Holy Thursday was set as a deadline and the closer we got to it the bigger the press pack grew. We'd taunt the Northern Ireland Office to lay on some reasonable facilities, a few sandwiches perhaps, but the NIO preferred the journalists to work in Spartan conditions. "The Department of Foreign Affairs always look after us when the story is in Dublin," British reporters complained to the officials, but the NIO wouldn't budge, at least not until the final weeks of the negotiations, when there were so many of us that they were embarrassed into providing some additional amenities.

Holy Week 1998 was unforgettable. One minute a deal was on, the next it was close to collapse. On one of those occasions I asked Steven King, a Trimble adviser, "Any white smoke, Steven?" "It's not the sort of metaphor we unionists like to use, Gerry." Also that week, someone, probably from one of the peace groups that were swelling the numbers outside Castle Buildings, released a white dove of peace in the car park. But there was also a genuine local kestrel which had made its home in the woods nearby. Hawks and doves - these talks could still go either way, and it would take more than corny symbolic gestures to carry the day. Oh, we could be cynical.

Another evening it was close to deadline and we were desultorily interviewing members of the Women's Coalition in the car park. They did good work, but at that stage weren't central to the story, and what we wanted to hear was what the main parties were thinking and doing. Behind the line of Coalition members, we could see the SDLP talks team emerging from Castle Buildings. We almost trampled Monica McWilliams and her colleagues underfoot as we made a beeline for Hume, Seamus Mallon and Bríd Rodgers. "How dare you; you have no manners," thundered Bronagh Hinds of the Coalition, attempting to put us in our place.

Holy Thursday night merged into Good Friday morning. Lots of symbolism here, for sure. The snow fell lightly on the car park. We waited and watched in the cold, as night turned to morning. Truly, great risk-taking decisions were taken inside Castle Buildings that night and that day that would transform life for everyone in Northern Ireland.

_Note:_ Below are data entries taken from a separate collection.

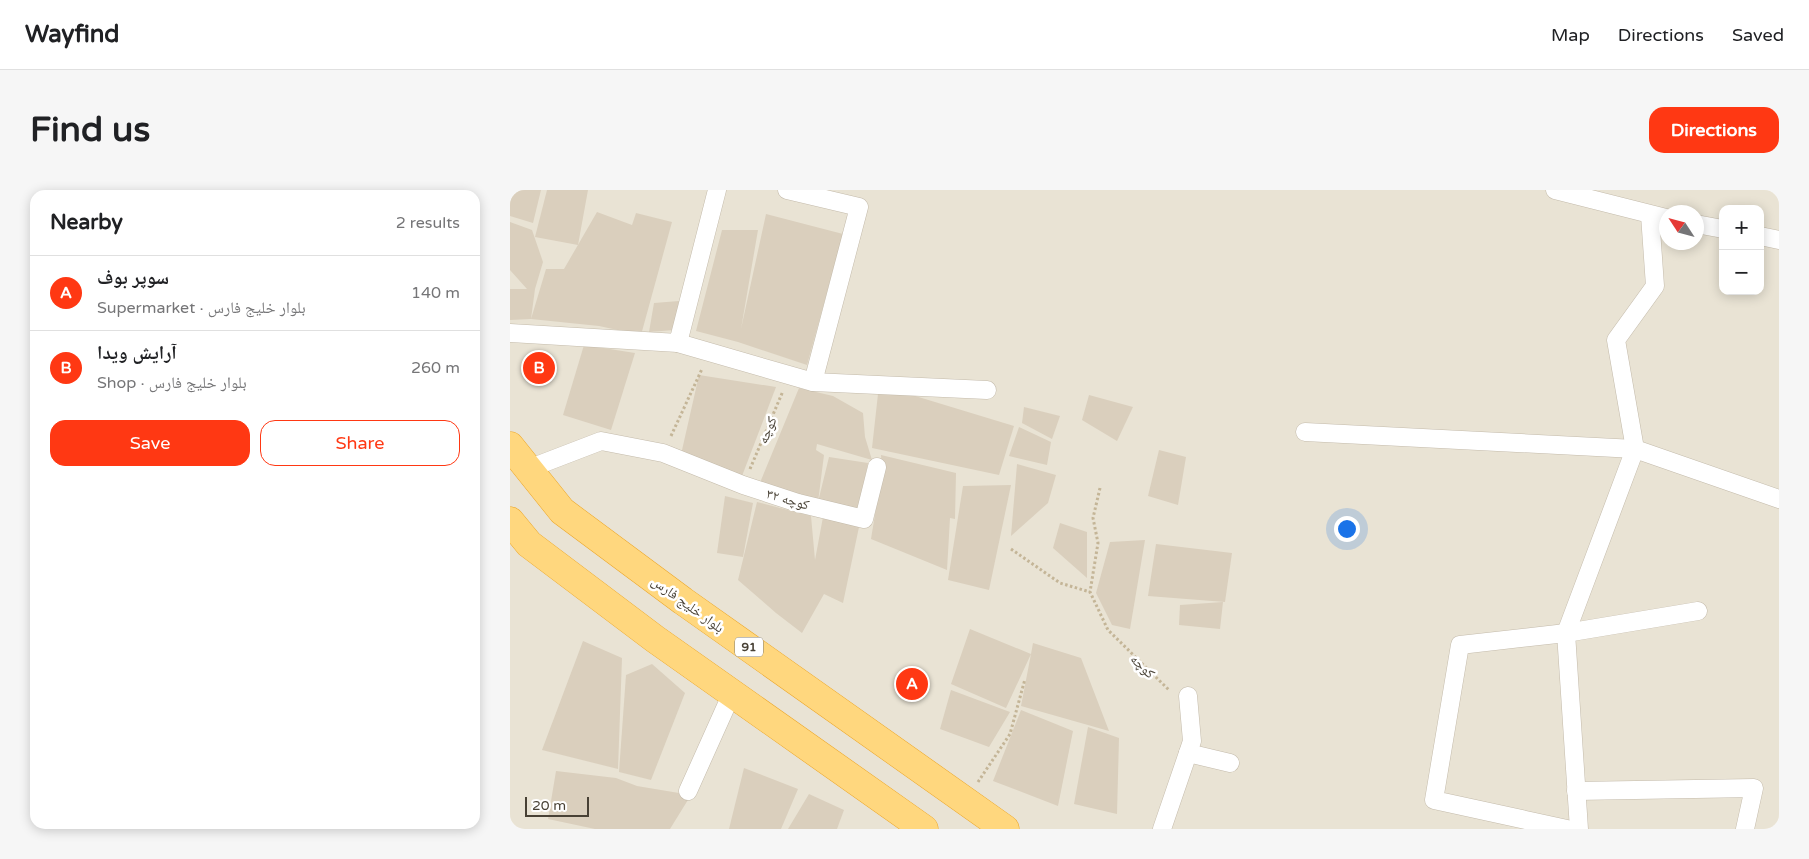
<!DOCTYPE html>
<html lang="en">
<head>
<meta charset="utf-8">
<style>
	:root { --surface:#fff; --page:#f6f6f6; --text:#202124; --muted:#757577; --line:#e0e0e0; --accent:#ff3813 }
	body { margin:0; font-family:"Varela Round","Noto Naskh Arabic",sans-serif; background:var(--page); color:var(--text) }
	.controls { position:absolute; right:15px; top:15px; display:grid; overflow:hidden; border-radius:10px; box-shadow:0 2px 12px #0003 }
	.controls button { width:45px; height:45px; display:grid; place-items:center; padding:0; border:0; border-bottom:1px solid var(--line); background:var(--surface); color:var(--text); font:25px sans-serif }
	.compass { position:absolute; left:1149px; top:15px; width:45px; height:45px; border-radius:50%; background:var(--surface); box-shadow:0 2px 12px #0003; rotate:306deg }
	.scale { position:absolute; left:15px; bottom:12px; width:64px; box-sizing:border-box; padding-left:5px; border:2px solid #484135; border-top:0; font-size:14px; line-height:18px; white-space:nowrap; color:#484135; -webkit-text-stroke:4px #fff; paint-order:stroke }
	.you { position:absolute; left:836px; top:338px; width:18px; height:18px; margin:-12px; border:4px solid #fff; border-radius:50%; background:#1a73e8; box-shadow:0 0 0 8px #1a73e833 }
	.badge { display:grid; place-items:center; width:32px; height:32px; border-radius:50%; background:var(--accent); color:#fff; font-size:16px; font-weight:700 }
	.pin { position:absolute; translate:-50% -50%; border:2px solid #fff; box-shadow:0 1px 5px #0006 }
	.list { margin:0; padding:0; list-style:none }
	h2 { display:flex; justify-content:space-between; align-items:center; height:65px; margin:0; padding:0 20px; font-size:21px }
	h2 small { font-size:16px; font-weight:400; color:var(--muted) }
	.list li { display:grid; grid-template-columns:32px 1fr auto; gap:15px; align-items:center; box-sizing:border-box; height:75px; padding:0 20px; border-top:1px solid var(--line) }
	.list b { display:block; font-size:19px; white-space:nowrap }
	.list p { margin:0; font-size:16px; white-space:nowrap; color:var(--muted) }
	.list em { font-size:16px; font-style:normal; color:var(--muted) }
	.actions { display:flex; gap:10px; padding:15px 20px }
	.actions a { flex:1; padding:11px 0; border:1px solid var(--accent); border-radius:15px; text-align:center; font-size:18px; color:var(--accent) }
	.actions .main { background:var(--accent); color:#fff }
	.map { position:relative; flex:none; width:1269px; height:639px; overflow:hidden; border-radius:15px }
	header { display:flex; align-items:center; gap:30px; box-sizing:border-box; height:70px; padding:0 25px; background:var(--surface); border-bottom:1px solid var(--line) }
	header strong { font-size:24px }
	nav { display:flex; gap:28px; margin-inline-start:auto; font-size:18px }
	.intro { display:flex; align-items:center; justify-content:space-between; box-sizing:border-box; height:120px; padding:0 30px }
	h1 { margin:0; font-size:35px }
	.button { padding:12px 22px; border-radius:15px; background:var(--accent); color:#fff; font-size:18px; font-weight:700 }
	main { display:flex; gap:30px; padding:0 30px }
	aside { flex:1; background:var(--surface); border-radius:15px; box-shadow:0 2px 12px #0003 }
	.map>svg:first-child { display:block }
	.residential { fill:#e9e3d4; fill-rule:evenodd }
	.building { fill:#dacfbd }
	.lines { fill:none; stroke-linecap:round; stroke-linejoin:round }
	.minor-casing { stroke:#c4bbab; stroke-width:19 }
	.trunk-casing { stroke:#eca628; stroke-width:29 }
	.path { stroke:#c4b597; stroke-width:3; stroke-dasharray:2.5 2.5; stroke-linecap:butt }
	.minor { stroke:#fff; stroke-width:18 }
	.trunk { stroke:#ffd77e; stroke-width:28 }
	.labels { text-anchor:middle; stroke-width:5; stroke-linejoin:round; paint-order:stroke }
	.shield { fill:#fff; stroke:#7f7a72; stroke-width:1 }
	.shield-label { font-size:12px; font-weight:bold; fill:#484135 }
	.street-label { font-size:14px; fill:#484135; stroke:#fff }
</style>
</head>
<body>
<header>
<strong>Wayfind</strong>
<nav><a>Map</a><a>Directions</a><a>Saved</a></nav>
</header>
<div class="intro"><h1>Find us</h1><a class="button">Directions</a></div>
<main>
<aside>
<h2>Nearby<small>2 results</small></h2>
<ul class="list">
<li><span class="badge">A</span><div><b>سوپر بوف</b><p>Supermarket · بلوار خلیج فارس</p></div><em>140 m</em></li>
<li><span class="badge">B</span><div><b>آرایش ویدا</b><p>Shop · بلوار خلیج فارس</p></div><em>260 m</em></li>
</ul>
<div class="actions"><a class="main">Save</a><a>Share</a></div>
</aside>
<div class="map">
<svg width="1269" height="639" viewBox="0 0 1269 639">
	<rect width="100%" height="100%" fill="#f5f0e6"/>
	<path class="residential" d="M 0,0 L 1269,0 L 1269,639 L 0,639 ZM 1213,19 L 1250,19 L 1250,101 L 1213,101 ZM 1156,22 L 1186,22 L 1186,52 L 1156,52 Z"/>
	<g class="building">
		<polygon points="0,0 31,0 23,33 0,26"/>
		<polygon points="37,0 78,0 68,55 25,47"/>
		<polygon points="87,22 122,35 126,23 162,32 131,145 89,136 21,129 0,130 0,99 17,99 0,80 0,32 22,40 33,72 25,99 21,129 36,79 54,79"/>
		<polygon points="256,24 333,44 297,175 228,152 186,141 212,40 248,40 231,139"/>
		<polygon points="169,111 164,140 139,142 144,113"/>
		<polygon points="74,155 125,163 101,240 53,225"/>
		<polygon points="189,185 266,197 232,286 170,269"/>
		<polygon points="369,195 504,236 489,285 362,258"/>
		<polygon points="289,198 323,206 353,223 355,247 362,270 307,254 306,260 314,265 308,312 319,267 358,273 347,327 249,295"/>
		<polygon points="579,205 623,217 607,251 572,230"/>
		<polygon points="514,217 550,226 542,249 512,233"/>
		<polygon points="509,237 541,252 537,275 499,266"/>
		<polygon points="649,260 676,267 668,315 638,306"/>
		<polygon points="371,265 446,283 445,329 440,328 437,380 361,349 372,282"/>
		<polygon points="507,274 546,285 538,313 501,346"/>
		<polygon points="501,295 479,400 438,390 453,296"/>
		<polygon points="215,306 243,313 233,367 207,363"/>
		<polygon points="247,312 301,326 305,370 313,327 349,337 333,413 314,404 292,443 266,423 228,390"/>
		<polygon points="550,333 577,342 577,388 543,358"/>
		<polygon points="635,350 620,439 602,435 586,403 600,352"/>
		<polygon points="646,354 722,363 715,412 638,406"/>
		<polygon points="713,412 710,439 669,435 670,415"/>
		<polygon points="460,439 521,464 523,453 571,468 599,541 511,516 521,464 496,518 441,494"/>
		<polygon points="73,451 112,468 108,579 32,560"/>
		<polygon points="142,474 175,503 141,590 109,582 116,485"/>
		<polygon points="441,500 500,522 479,557 430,539"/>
		<polygon points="511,520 563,541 548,616 483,591"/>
		<polygon points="578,537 609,548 607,624 564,614"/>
		<polygon points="234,578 288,599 271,639 219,639"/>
		<polygon points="46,581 106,588 127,596 181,605 160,639 85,639 38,629"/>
		<polygon points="299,604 334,620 327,639 278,639"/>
	</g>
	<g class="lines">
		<defs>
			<g id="minor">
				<polyline points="1045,0 1156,28"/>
				<polyline points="1186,34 1213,39"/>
				<polyline points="1250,46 1269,50"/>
				<polyline points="0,143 168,153 207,0"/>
				<polyline points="168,153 303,192 349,17 277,0"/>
				<polyline points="303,192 477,200"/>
				<polyline points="795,242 1125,259 1269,309"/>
				<polyline points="18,279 91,251 153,263 233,295 288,313 354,329 367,277"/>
				<polyline points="678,506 682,551 678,563"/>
				<polyline points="178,601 222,503"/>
				<polyline points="1066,601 1244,598 1235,639"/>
				<polyline points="652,639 678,563 720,573"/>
				<polyline points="1057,639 924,610 950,455 1056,443 1188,421"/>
				<polyline points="1069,639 1056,443 1125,259 1106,150 1145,96 1140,25"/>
			</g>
			<g id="trunk">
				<polyline points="0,256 52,321 173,411 495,639"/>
				<polyline points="0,331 19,354 145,449 414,639"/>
			</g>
		</defs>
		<use href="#minor" class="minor-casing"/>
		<use href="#trunk" class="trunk-casing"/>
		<g class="path">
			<polyline points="161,246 192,179"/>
			<polyline points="240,279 273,201"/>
			<polyline points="590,298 583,328 588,353 580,402 598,440 660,501"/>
			<polyline points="501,359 550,393 580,402"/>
			<polyline points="468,592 500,544 515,489"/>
		</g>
		<use href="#minor" class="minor"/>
		<use href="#trunk" class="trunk"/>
	</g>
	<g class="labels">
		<rect class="shield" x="225" y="447.5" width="28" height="19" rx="4"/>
		<g class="shield-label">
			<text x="239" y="461">91</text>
		</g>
		<g class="street-label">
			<text transform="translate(257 240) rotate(-67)" y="5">کوچه</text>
			<text transform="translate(278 309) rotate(16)" y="5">کوچه ۳۲</text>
			<text transform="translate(178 414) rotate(36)" y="5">بلوار خلیج فارس</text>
			<text transform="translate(633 476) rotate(44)" y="5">کوچه</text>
		</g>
	</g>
</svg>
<div class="controls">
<button>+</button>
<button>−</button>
</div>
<svg class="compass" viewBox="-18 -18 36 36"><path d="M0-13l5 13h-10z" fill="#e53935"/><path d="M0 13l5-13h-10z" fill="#757577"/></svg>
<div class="scale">20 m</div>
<div class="you"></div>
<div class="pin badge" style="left:402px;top:494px">A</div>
<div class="pin badge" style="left:29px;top:178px">B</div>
</div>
</main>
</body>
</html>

Finally, at teatime on Good Friday, the deal was done. There was much more work ahead, of course, many more hurdles to be surmounted, but what happened inside that building set the scene for Paisley and Adams cementing an even better deal in May last year. Hume and Trimble earned their Nobel Peace Prize. Belfast began to lighten up and brighten up.

Six days later my second son was born, within "the octave of the Good Friday Agreement", as my aunt Nuala liked to say. We couldn't think of a name that had a relevance to the peace process until a friend, Frank Galligan, suggested Garbhan. It's from the Irish, meaning rough, but the root of the name, "garbh", also means peace after struggle, his book of Irish names assured us. We settled on Garbhan. I don't think he's ever heard a live bomb or bullet.